Building in Iowa, United States

Close Hall was a multi-purpose facility on the campus of the University of Iowa in Iowa City, Iowa, United States, that was opened in 1890 and demolished between 1968 and 1970. In 1896, Close Hall hosted the first collegiate five-on-five basketball game.

==Construction==
Made of brick, construction of the building began in 1888 and completed in 1890 on land owned jointly by the university and Iowa City. The cost of construction was supplemented through a contribution of $10,000 by Mrs. Helen S. Close in order for the YM-YWCA to be completed.

The three-story building was the site of the first five-on-five college basketball game in 1896. The basement of the building housed the women's gymnasium as well as industrial chemistry labs. The first floor contained offices and recitation rooms, while the second floor housed literary societies as well as additional offices. The building became the first home of the Iowa Hawkeyes men's basketball team in its early years. The team would move to the first Iowa Armory in 1905.

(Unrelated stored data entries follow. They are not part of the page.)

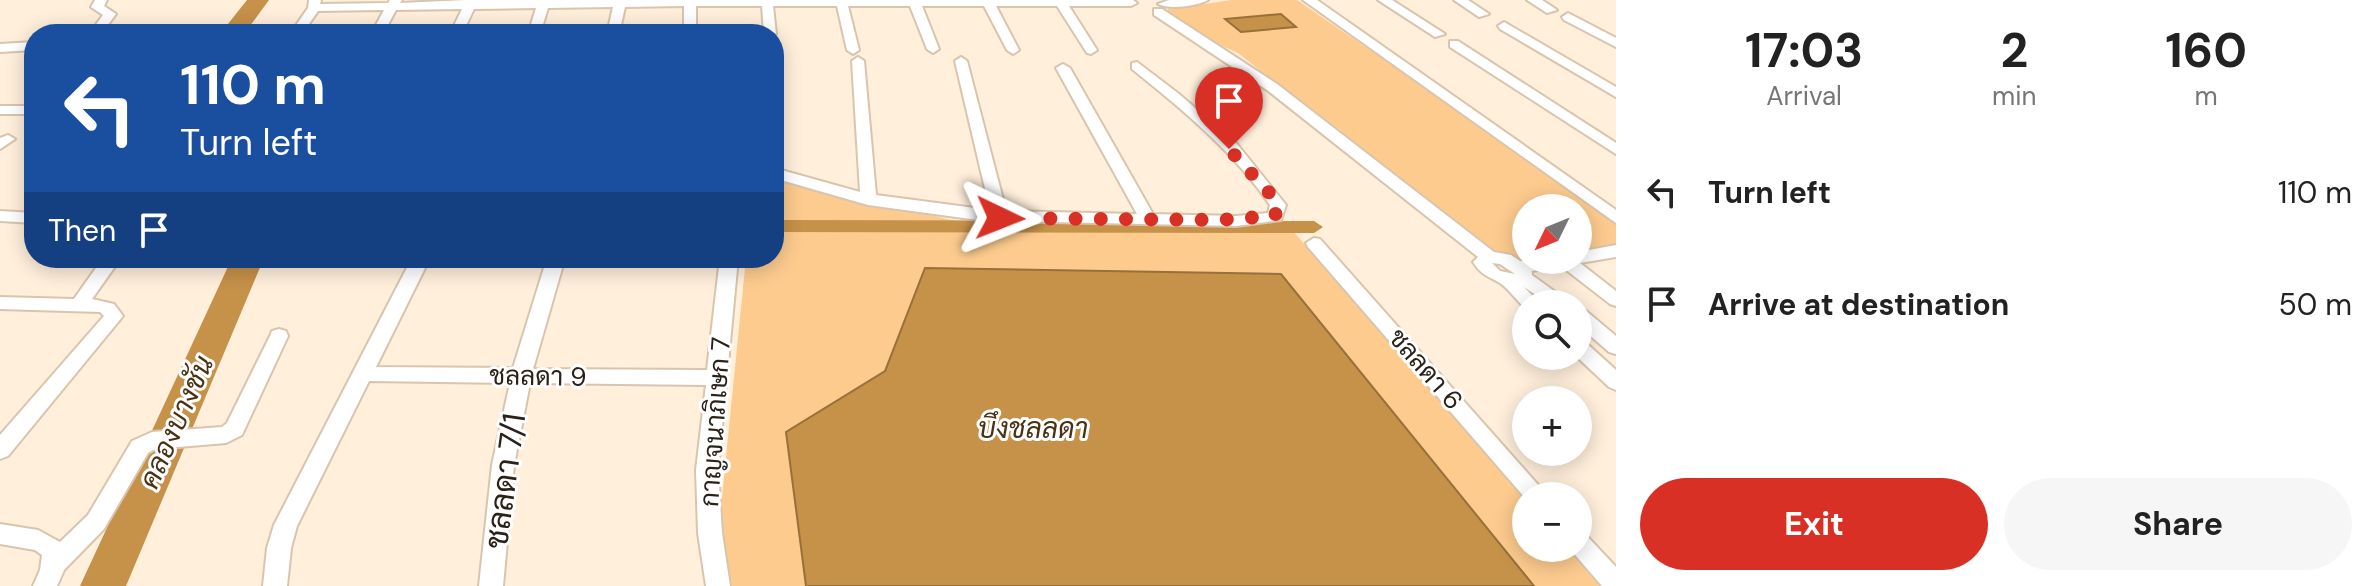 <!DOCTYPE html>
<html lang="en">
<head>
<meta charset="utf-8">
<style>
  :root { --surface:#fff; --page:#f6f6f6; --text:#222; --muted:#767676; --accent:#d93025 }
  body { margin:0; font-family:"DM Sans",Sarabun,sans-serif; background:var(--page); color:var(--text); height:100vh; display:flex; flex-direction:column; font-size:30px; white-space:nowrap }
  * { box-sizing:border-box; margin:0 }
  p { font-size:26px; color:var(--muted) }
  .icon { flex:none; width:44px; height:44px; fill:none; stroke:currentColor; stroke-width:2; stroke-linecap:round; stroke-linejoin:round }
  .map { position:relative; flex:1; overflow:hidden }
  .details { display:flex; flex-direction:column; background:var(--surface); width:760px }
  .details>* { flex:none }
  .banner { position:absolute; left:24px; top:24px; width:760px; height:244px; border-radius:32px; box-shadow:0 4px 20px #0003; background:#1a4fa0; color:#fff; overflow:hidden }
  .needle { width:52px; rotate:227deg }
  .buttons { position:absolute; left:1512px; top:194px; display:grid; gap:16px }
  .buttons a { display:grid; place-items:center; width:80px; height:80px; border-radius:50%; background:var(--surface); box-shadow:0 4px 20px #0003; font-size:40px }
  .pin { position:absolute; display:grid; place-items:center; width:68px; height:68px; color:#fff; margin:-82px -34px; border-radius:50% 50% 50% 0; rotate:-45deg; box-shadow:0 0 8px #0007 }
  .pin .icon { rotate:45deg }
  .me { position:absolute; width:88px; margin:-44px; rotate:92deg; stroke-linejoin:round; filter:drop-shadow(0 0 6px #0008) }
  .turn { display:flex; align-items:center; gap:28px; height:168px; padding:0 24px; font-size:36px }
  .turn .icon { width:104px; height:104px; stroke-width:2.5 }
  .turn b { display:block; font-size:56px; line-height:68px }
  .then { display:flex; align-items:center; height:76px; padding:0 24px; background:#0003; gap:16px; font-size:30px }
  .eta { display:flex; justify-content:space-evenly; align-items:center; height:136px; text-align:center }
  .eta b { font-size:48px; font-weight:700; line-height:56px }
  .button { display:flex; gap:16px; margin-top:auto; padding:16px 24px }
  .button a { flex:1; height:92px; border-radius:48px; background:var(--accent); color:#fff; font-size:32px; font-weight:700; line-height:92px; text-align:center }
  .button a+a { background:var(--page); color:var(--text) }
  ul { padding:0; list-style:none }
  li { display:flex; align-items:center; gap:24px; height:112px; padding:0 24px }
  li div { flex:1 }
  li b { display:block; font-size:30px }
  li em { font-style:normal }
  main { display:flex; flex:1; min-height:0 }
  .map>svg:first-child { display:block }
</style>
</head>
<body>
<main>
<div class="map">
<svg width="1616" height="586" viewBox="0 0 1616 586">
  <rect width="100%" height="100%" fill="#ffefdb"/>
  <path fill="#fdcb8e" d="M1232 0H1297L1616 219V250L1578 254V208H1526V260L1490 251 1238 53 1197 35 1167 12 1168 9Z
    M774 178 956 221 1073 228 1284 221 1529 496H1526V548H1575L1609 586H724L717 547 746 258H774Z"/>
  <path fill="#c69149" stroke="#97703b" stroke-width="2" d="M1281 14 1296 27 1241 32 1225 19Z
    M925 268 1281 274 1534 586H806L786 432 885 371Z"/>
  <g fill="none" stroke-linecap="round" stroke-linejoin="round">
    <path fill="#c69149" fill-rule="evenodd" d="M774 220 1314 221 1323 227 1314 233 774 232Z"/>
    <path fill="#c69149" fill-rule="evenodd" d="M247 0H269L244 34H220Z
      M232 258H264L126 586H80Z"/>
    <g stroke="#d9c5ad" stroke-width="4">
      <path id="street" d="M95 0H107L104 6 116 14 101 34H89L103 15 91 7Z
        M309 0H321L320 4 388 3 390 0H402L400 3 466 0H1133L1137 3 1131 6H1069L1097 50 1091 54 1087 53 1057 6H996L1019 50 1013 54 1007 50 984 6H922L939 49 933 53 927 49 910 6H848L859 50 853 54 847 50 837 6H773L776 34 774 37V34H764L762 6H696V34H684V6L625 7 619 34H607L613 7 548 8 540 34H528L536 8 474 9 462 34H450L462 9 396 10 383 34H371L384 10 318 11 302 34H290L308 8Z
        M1169 0H1208C1197 6 1169 10 1158 4Z
        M1303 0H1317L1616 210V223Z
        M1378 0H1392L1445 34 1435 37Z
        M1454 0H1468L1489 14 1479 17Z
        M1527 0H1542L1557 10 1547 13Z
        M1154 9H1162L1277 84 1494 252 1511 255 1520 261 1578 260V252L1616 245V257L1580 263 1616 291V306L1610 304 1561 266 1532 271V275L1572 304H1550L1524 287 1540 304H1526L1525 308C1517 301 1509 289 1500 283 1488 276 1481 275 1473 262L1478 257 1267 90 1154 15ZM1492 263 1500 264 1515 274 1500 271Z
        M1568 13 1616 38V47L1564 20 1562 17Z
        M1504 22 1616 87V97L1500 29 1498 26Z
        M1450 41H1458L1616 143V154L1450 47Z
        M34 42V50L0 52V44Z
        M858 57 864 61 876 195 990 210 955 61 961 57 967 61 1006 211 1137 214 1056 68 1063 64 1070 68 1153 214 1236 216 1268 213 1270 205C1233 151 1183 110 1132 69V63L1137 62 1179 94 1237 144 1286 205 1281 220 1236 226 1006 221 1000 223 868 205 774 178V168L860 192 852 61Z
        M0 106H34V114H0Z
        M8 135 15 139 0 149V138Z
        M0 211 34 213V223L0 221Z
        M1314 238 1320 239 1548 496H1526V499L1308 247 1306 243Z
        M103 258H121L92 299 114 304 123 316 8 456 0 459V435L104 316 100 312 0 309V297L74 299Z
        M412 258H430L376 367 513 368 547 258H565L533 369 707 370 720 258H738L718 470 722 533 730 586H706L698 533 696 470 706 385 530 383 514 465 503 586H479L492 465 510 383 369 381 297 526 291 548 287 586H263L267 548 274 525Z
        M1578 309 1585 310 1616 336V354L1609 352 1578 325Z
        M279 329 286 331 288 336 242 435 226 443 155 449 148 453 104 529 64 570 57 586H33L40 570 42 555 35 550 0 544V524L38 530 60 542 88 515 132 441 152 432 222 427 227 423 270 336 272 331Z
        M1578 340 1585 342 1616 370V390L1609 387 1576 356H1578Z
        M1578 532 1586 535 1616 567V586H1602L1570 549 1578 548Z"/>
    </g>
    <use href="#street" fill="#fff" fill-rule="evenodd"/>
  </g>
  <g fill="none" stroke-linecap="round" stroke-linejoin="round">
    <path stroke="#d93025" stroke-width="14" stroke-dasharray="0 25.2" d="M1000 218 1218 220 1275 216 1278 205 1274 198 1229 149"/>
  </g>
  <g text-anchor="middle" stroke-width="6" stroke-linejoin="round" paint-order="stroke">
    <g font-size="26" fill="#2a2219" stroke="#fff">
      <text transform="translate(1426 369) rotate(49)" y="9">ชลลดา 6</text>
      <text transform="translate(538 376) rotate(1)" y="9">ชลลดา 9</text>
      <text transform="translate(715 422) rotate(-86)" y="9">กาญจนาภิเษก 7</text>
    </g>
    <g font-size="28" font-style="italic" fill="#493213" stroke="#fff">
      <text transform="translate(176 422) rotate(-66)" y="10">คลองบางชัน</text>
      <text x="1033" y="438">บึงชลลดา</text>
    </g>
    <g font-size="32" fill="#2a2219" stroke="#fff">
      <text transform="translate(505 481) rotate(-82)" y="11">ชลลดา 7/1</text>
    </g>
  </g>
</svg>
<div class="buttons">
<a><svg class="needle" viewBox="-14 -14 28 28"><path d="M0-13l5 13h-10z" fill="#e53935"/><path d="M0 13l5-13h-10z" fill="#767676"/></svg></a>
<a><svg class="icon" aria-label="search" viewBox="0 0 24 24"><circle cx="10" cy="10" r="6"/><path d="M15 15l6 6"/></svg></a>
<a>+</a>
<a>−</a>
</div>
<div class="pin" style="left:1229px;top:149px;background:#d93025"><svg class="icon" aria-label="arrive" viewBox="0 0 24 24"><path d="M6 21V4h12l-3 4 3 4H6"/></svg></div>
<svg class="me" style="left:1000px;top:218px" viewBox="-20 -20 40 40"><path d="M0-17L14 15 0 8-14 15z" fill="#d93025" stroke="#fff" stroke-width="4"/></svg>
<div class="banner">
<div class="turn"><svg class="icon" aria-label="left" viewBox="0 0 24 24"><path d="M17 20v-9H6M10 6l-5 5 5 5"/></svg><div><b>110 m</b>Turn left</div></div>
<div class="then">Then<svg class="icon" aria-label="arrive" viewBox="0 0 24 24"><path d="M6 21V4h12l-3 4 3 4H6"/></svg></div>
</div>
</div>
<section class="details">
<div class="eta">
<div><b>17:03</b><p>Arrival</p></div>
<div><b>2</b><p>min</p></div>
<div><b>160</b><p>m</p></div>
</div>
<ul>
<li><svg class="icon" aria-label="left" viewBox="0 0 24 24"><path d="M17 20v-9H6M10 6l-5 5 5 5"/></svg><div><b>Turn left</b></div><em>110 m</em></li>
<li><svg class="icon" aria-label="arrive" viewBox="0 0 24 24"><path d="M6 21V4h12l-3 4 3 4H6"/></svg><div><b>Arrive at destination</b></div><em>50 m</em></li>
</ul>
<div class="button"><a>Exit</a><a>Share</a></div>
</section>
</main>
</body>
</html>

Eventually the building would become the school of journalism for the University of Iowa and would house the campus typesetting machines and printing presses. It would be from these presses that The Daily Iowan, The Hawkeye, Frivol, Iowa Literary Magazine, The Transit and The Journal of Business would be printed. Close Hall would remain the home of the school of journalism as well as the university press room until the late 1950s.

===Fire, rebuild and demolition===
On January 1, 1940, Close Hall had a devastating fire that caused irreparable damage. The building was reconstructed as a one-story building and maintained as the school of journalism and university publishing. After the university publishing left, Close Hall became an underused, gaudy building on a valuable piece of property. The university officially closed the building in 1968 and over the course of the following two years demolished the structure.

Today, the University of Iowa's Biology Building East stands on the Close Hall former site at Dubuque Street and Iowa Avenue.